Déclin français – Ce travail se veut moins une charge polémique qu’un diagnostic structuré, destiné à nourrir le débat sur le redressement du pays selon l’Institut
Thomas More.

Rédigé par une équipe coordonnée notamment par Jean de Belot, Tarick Dali et Jean-Thomas Lesueur, ce rapport 36 s’inscrit dans la continuité des travaux de ce
think tank fondé en 2004, déjà auteur d’études remarquées sur les institutions, l’audiovisuel public ou la vie politique.

L’angle choisi est assumé : à travers des décisions «précises, datées et documentées», l’institut entend raconter « l’histoire de notre déclin collectif » tout en affirmant
croire à un «potentiel de rebond colossal».

Un pays au bord de « ruptures multiples »

En ouverture, le rapport rappelle qu’«en 1975, la France était prospère, industrielle, respectée et souveraine», avant de décrire un pays désormais «au bord de plusieurs
ruptures – économiques et financières, mais aussi sociétales, culturelles, religieuses, démographiques et sécuritaires». Ce constat évoque «un lent déclin» caractérisant
le dernier demi-siècle, malgré des atouts initiaux importants.

L’Institut Thomas More situe la genèse de ce basculement dans la combinaison de chocs exogènes – mondialisation, révolution numérique, montée de nouveaux acteurs – et de choix politiques internes qui, selon lui, ont aggravé les fragilités françaises au lieu de les corriger. «Au lieu de réparer ses faiblesses, la France les a aggravées, décision après décision», écrivent les auteurs, en soulignant que « le scénario aurait pu tourner autrement ».

Le rapport est aussi une mise en garde adressée aux responsables politiques actuels : il estime que la France s’expose à des «ruptures» si elle ne tire pas les leçons de
cinquante ans de décisions cumulées, qu’il s’agisse de politique économique, d’organisation de l’État ou de choix de société.

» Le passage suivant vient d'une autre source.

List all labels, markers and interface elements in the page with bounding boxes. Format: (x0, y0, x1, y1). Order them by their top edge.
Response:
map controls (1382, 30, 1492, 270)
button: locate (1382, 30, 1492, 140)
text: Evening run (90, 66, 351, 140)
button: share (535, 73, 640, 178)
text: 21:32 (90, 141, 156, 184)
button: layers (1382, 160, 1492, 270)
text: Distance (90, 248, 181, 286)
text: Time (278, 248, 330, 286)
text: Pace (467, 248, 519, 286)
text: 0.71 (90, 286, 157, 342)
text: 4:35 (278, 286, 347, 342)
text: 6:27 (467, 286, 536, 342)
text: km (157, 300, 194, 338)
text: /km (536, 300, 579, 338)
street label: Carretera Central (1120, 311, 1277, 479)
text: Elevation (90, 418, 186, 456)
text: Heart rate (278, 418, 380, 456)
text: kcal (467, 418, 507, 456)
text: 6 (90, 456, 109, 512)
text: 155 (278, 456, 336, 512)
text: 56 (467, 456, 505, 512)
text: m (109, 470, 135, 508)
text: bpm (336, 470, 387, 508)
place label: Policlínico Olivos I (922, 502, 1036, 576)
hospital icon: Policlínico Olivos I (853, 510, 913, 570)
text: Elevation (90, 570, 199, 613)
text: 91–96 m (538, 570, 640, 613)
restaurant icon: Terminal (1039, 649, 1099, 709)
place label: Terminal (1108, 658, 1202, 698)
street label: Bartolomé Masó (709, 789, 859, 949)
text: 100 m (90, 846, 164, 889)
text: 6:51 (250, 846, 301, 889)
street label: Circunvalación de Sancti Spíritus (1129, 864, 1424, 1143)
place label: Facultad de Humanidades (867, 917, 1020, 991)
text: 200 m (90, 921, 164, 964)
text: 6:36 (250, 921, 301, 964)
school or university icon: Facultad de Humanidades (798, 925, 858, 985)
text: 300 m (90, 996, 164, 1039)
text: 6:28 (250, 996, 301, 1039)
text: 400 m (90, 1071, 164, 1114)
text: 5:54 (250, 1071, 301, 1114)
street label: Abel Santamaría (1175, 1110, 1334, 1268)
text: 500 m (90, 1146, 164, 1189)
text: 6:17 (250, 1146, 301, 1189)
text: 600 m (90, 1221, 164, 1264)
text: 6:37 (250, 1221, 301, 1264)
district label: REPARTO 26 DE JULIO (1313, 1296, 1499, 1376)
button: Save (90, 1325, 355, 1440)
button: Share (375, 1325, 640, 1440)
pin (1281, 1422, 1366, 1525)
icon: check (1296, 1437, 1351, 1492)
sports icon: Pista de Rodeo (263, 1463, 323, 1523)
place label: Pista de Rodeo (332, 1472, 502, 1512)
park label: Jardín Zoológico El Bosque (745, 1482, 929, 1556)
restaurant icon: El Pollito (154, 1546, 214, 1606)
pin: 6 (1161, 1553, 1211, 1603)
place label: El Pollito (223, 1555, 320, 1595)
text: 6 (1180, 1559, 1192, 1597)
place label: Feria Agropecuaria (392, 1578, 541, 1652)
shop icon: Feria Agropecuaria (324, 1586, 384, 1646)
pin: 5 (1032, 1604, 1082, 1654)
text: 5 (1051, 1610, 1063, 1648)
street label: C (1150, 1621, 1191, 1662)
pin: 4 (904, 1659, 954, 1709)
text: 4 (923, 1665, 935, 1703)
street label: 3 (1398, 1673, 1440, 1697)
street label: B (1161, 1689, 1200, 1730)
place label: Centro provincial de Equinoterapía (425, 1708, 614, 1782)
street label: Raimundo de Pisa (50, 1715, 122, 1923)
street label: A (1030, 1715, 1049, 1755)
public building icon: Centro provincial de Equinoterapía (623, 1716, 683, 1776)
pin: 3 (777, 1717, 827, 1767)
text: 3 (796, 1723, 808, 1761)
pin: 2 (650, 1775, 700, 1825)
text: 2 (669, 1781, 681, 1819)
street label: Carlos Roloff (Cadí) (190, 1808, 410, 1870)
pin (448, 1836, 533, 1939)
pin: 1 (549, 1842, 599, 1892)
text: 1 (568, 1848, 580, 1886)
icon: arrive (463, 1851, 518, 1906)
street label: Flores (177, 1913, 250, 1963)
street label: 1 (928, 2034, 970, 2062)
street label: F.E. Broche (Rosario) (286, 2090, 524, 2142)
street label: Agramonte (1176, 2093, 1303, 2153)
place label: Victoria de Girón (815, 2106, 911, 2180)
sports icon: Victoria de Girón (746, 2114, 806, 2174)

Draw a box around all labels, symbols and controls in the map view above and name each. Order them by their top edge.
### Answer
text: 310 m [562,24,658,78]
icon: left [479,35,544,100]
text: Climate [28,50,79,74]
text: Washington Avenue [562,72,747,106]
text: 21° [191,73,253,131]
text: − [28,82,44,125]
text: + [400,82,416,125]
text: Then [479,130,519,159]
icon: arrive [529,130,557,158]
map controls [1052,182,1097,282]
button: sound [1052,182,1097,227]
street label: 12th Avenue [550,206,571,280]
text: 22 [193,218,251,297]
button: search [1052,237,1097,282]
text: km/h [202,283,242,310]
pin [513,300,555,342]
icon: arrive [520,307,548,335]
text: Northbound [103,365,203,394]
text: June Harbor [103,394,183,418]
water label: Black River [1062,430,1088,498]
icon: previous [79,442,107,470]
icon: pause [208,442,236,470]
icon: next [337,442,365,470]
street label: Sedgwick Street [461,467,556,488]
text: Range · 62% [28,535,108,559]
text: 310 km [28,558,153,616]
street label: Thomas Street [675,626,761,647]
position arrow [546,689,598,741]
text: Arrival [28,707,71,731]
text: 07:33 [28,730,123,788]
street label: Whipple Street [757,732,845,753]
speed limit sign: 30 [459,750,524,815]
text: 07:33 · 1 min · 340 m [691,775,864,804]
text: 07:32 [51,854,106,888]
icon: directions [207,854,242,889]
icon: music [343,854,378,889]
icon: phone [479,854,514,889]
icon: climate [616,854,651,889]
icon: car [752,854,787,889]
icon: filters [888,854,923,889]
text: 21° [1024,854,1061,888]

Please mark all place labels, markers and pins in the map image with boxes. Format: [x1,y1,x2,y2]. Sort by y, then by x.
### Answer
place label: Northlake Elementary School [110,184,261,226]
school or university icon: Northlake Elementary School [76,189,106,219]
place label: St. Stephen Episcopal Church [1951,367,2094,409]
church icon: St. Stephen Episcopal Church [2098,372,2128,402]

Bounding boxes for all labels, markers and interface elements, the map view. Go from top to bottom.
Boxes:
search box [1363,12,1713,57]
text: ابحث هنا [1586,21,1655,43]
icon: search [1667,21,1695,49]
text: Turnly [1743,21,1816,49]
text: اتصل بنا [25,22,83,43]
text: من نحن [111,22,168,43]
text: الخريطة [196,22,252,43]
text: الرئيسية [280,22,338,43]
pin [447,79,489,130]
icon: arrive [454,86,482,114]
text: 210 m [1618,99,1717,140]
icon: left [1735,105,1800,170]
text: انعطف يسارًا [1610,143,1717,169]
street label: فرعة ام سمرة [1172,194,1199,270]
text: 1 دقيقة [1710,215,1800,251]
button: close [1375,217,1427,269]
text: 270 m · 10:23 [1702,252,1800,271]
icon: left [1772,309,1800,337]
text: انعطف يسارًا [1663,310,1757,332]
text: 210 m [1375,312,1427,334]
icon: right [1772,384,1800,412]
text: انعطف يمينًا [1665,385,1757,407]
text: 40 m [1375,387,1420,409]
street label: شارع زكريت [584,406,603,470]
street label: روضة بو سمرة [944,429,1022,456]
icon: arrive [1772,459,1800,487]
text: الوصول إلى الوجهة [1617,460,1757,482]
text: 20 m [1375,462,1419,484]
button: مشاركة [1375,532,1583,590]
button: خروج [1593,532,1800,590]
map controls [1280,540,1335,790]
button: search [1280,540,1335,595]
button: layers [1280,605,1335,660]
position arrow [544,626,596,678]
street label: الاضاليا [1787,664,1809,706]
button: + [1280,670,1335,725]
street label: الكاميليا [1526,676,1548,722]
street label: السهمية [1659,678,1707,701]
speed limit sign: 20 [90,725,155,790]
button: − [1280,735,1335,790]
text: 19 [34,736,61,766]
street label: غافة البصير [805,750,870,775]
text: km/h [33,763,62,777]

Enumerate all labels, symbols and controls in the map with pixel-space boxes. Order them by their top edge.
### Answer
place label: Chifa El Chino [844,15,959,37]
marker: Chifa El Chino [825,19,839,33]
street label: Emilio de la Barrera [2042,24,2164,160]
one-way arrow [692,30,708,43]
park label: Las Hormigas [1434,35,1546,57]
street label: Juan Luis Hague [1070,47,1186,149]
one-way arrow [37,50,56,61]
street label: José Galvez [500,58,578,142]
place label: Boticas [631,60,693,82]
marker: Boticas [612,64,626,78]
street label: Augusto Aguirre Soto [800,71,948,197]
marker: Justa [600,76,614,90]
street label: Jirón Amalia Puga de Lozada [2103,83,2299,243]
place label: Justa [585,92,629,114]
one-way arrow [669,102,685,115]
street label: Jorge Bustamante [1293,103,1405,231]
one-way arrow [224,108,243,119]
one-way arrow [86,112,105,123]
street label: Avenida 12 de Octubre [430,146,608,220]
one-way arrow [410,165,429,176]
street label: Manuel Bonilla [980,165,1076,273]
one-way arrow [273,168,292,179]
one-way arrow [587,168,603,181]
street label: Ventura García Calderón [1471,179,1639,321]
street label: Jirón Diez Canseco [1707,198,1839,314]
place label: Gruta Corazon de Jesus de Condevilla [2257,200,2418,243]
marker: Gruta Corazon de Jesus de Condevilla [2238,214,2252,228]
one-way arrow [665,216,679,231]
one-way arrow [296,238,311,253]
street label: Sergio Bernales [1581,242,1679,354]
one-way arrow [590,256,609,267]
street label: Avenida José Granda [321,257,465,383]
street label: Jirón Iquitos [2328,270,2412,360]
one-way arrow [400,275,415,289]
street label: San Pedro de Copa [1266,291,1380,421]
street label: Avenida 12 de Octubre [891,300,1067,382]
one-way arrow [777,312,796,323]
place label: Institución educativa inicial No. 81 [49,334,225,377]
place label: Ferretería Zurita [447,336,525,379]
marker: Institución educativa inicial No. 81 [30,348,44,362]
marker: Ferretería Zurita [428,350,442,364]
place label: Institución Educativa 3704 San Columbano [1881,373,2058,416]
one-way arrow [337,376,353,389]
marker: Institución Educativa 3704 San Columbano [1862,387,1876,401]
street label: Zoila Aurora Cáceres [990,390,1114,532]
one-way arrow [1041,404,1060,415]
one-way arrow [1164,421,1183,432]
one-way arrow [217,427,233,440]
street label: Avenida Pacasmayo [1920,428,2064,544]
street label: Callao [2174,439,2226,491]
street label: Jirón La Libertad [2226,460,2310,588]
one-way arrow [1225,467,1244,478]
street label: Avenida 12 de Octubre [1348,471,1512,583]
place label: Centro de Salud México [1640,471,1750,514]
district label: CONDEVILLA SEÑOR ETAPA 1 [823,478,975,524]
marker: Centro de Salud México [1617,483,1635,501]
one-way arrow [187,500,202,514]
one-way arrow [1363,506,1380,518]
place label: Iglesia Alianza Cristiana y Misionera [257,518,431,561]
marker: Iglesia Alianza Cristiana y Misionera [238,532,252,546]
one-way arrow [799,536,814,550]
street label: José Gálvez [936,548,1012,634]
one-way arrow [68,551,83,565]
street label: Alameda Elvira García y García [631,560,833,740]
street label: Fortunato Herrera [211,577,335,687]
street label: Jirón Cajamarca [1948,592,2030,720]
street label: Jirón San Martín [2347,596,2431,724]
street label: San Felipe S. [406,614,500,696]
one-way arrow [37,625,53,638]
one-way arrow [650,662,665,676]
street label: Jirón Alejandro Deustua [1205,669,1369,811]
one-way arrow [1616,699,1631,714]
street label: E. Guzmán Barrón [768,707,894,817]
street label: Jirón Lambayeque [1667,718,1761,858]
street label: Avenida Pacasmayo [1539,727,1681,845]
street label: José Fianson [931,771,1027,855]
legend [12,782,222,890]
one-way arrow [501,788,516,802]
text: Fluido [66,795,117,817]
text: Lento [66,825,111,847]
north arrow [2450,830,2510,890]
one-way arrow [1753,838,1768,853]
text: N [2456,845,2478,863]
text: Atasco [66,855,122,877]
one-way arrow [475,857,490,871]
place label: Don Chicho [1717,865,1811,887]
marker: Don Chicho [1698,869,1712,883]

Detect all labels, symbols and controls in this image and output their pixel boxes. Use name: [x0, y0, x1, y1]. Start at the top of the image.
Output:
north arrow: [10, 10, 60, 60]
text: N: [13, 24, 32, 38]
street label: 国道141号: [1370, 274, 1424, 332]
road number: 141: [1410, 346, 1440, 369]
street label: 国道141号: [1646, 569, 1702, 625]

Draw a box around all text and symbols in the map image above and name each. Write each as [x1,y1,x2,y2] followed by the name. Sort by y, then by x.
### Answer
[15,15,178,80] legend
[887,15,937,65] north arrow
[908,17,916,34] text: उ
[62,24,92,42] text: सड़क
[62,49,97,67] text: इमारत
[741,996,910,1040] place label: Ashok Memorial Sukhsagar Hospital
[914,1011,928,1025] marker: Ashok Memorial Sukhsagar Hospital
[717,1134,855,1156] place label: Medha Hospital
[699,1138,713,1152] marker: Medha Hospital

Cinquante décisions, dix grands chapitres

L’architecture de l’étude repose sur cinquante décisions «majeures et structurelles» réparties en dix chapitres thématiques, de la démocratie à l’Europe en passant par
l’école, la fiscalité ou l’immigration. Chaque décision est replacée dans son contexte politique, ses motivations sont analysées et ses effets évalués, avec des données
chiffrées et des comparaisons internationales tirées de «sources publiques et privées incontestables», insistent les auteurs.

Les thématiques retenues couvrent un spectre large : démocratie, institutions et décentralisation ; école, culture et transmission ; économie, industrie et agriculture ; énergie et environnement ; Etat, fiscalité et finances publiques ; immigration et intégration ; modèle social et famille ; santé ; sécurité et justice ; souveraineté et Europe. Cette grille permet de suivre, sur un demi-siècle, la succession de réformes qui ont affecté aussi bien le tissu productif que le pacte social, les équilibres budgétaires ou la cohésion territoriale.

Le rapport s’attaque à des sujets emblématiques du débat public récent : « chute du niveau scolaire, 35 heures, chômage, déficits, dette, insécurité …» et pose cette question : «Et si le déclin français avait pu être évité ?». Les décisions étudiées vont ainsi des grandes réformes institutionnelles de la Ve République tardive aux choix budgétaires récents, en passant par les transformations du marché du travail et du système éducatif.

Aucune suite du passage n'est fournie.